31. In the months leading up to the termination of Complainant's employment, Dan Skrypek discussed deficiencies in his performance with Greg Gadel and Scott Krusemark (Skrypek Stat. at 4). In particular, he expressed concern that Complainant was behind on reconciling accounts. Id.

32. On October 10, 2002, Complainant was terminated by Dan Skrypek (Comp. Aff. at 1; Skrypek Stat. at 6).

DISCUSSION

Retroactive Application of Sarbanes-Oxley.

   In its motion for summary decision, Respondent argues, in part, that Complainant's claim must fail because Sarbanes-Oxley was not in effect when Complainant engaged in the activity which he now alleges was protected (R. Mot. at 1, 16).10 In his opposition to Respondent's motion, Complainant acknowledged that all of his alleged reporting activities took place no later than March or May of 2002, prior to July 30, 2002 when Sarbanes-Oxley took effect (Comp. Mot. at 3). He argues, however, that the rule against retroactive application of the Act does not bar his claim because he was terminated on October 10, 2002 and "[i]n recent SOX cases, protected activities that occurred previous to enactment of [Sarbanes-Oxley] with adverse action occurring after enactment have resulted in hearings" (Comp. Mot. at 1-2).

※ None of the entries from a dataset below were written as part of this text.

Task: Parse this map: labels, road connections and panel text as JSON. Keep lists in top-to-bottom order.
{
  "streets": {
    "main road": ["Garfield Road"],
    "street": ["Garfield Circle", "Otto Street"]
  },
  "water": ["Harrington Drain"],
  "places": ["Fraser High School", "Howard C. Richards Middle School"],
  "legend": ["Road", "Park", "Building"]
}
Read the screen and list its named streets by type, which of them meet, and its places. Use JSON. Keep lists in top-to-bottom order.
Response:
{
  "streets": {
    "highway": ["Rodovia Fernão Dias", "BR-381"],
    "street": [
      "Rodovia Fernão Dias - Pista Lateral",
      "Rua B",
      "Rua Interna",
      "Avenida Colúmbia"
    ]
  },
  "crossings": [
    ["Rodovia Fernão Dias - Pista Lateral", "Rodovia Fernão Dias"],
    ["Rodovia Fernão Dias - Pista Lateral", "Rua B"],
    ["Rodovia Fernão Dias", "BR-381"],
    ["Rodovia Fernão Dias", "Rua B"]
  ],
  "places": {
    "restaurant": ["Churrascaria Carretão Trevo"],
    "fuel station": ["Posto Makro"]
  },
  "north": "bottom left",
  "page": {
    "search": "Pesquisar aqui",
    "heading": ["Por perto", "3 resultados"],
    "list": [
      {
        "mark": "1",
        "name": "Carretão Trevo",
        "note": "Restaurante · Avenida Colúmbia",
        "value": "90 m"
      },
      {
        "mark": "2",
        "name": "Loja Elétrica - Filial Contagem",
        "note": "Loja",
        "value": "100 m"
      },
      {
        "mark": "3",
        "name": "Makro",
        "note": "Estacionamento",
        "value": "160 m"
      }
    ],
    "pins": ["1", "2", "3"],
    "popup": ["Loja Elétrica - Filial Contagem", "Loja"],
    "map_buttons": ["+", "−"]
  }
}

   Although there are no Board decisions regarding whether Sarbanes-Oxley has retroactive application, certain Administrative Law Judge decisions have concluded that it does not. For example, in Gilmore v. Parametric Tech. Corp., 2003-SOX-1 (ALJ Feb. 6, 2003), Associate Chief Administrative Law Judge Thomas Burke concluded that Sarbanes-Oxley has no retroactive application in light of the framework prescribed by the Supreme Court in Landgraf v. USI Film Prods., 511 U.S. 244 (1994).11 Since Gilmore, other Administrative Law Judges have agreed with Judge Burke's analysis, concluding that Congress did not manifest an intent to apply Section 806 of Sarbanes-Oxley retroactively. See, e.g., Kunkler v. Global Futures & Forex, Ltd., 2003-SOX-6 (ALJ Apr. 24, 2003); McIntyre v. Merrill, Lynch, Pierce, Fenner & Smith, Inc., 2003-SOX 23 (Jan. 16, 2004).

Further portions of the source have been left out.